The Monitor and Merrimac Buttes, around 600 feet tall, were named after the Ironclad ships of the Civil War.
At the visitor center I learned that the Juniper seeds used for beads, in the 60’s and by Native People have to be carefully selected. You have to find one with an insect hole to use because the seeds are so hard. Once you find a hole then you can enlarge it and push on through the other side.
Like everyone I hiked to Mesa Arch. It was pretty crowded but I did manage to get the classic snapshot.
Edward Abby wrote, “It is possible from here to gaze down on the backs of soaring birds.”
Cryptobiotic Soil is a concern of the ecologist in this park. It is the most fragile of plants and it doesn't even look like a plant. It just looks like dirt covered with black soot. Nonetheless, it is a plant on which all others depend. It is composed of slow growing bacteria, algae, mosses and lichens that bind the soil together to retain water and nitrogen. Like the moss and lichen in West Virginia it makes soil.
The coloration of the rocks is due to the various minerals found in the rocks. These minerals have reacted to the weathering, such as the reds and yellows of the iron that have been exposed to the air. Basically they have rusted.
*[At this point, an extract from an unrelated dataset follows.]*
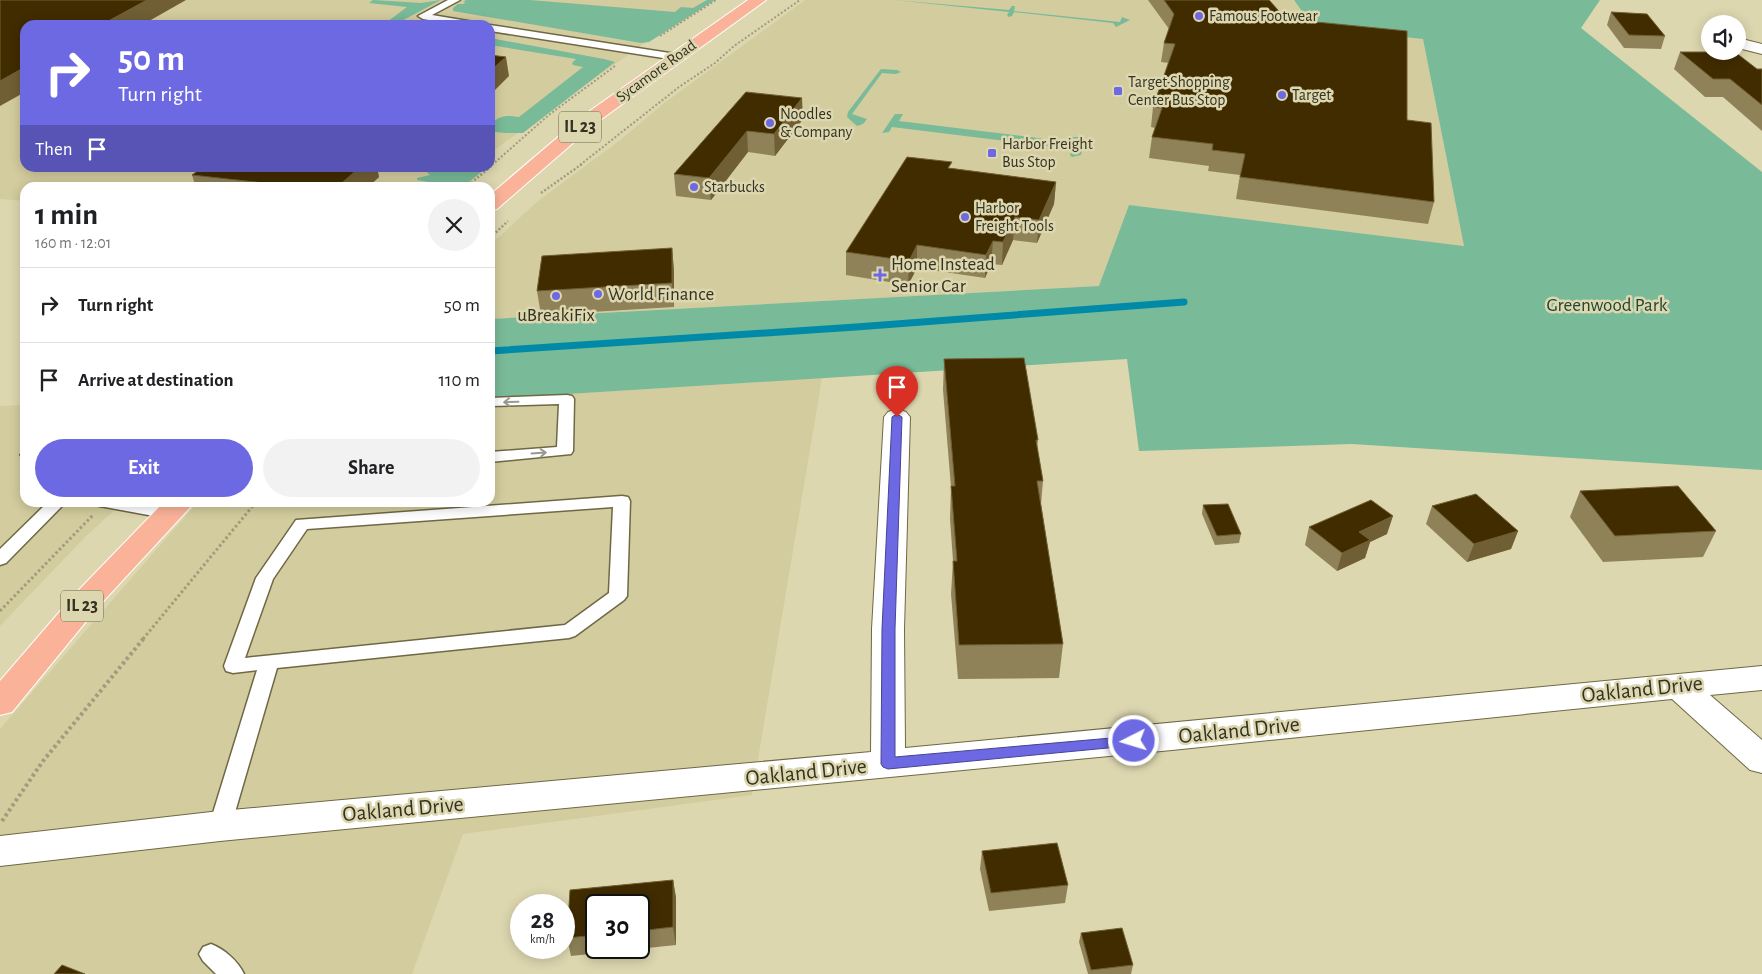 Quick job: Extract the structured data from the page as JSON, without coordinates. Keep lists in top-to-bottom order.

The black sheen, seen on many of the cliff faces, is formed by manganese and is often called “desert varnish”. I have noticed that many of the petroglyphs are in drawn on desert varnish and show up well because of the contrast between the dark sheen and the underlying lighter colored rock. Purples and greens are caused by clay minerals. Upheaval Dome is a good example of these minerals.
“The desert is a good school in which to observe the cleverness and the infinite variety of techniques of survival under pitiless opposition. Life could not change the sun or water…so it changed itself.” John Steinbeck
The Green River Overlook is one of my favorite spots in the canyon. John Wesley Powell wondered in his journal, “What shall we find?” When they reached this section of the Green River in July 1869, he described a “strange, weird, grand region” of naked rock with “cathedral-shaped buttes, towering hundreds or thousands of feet, cliffs that cannot be scaled, and canyon walls that shrink the river into insignificance.”
Buck Canyon Overlook.
Grand View Point Overlook
I never tired of looking out these great distances.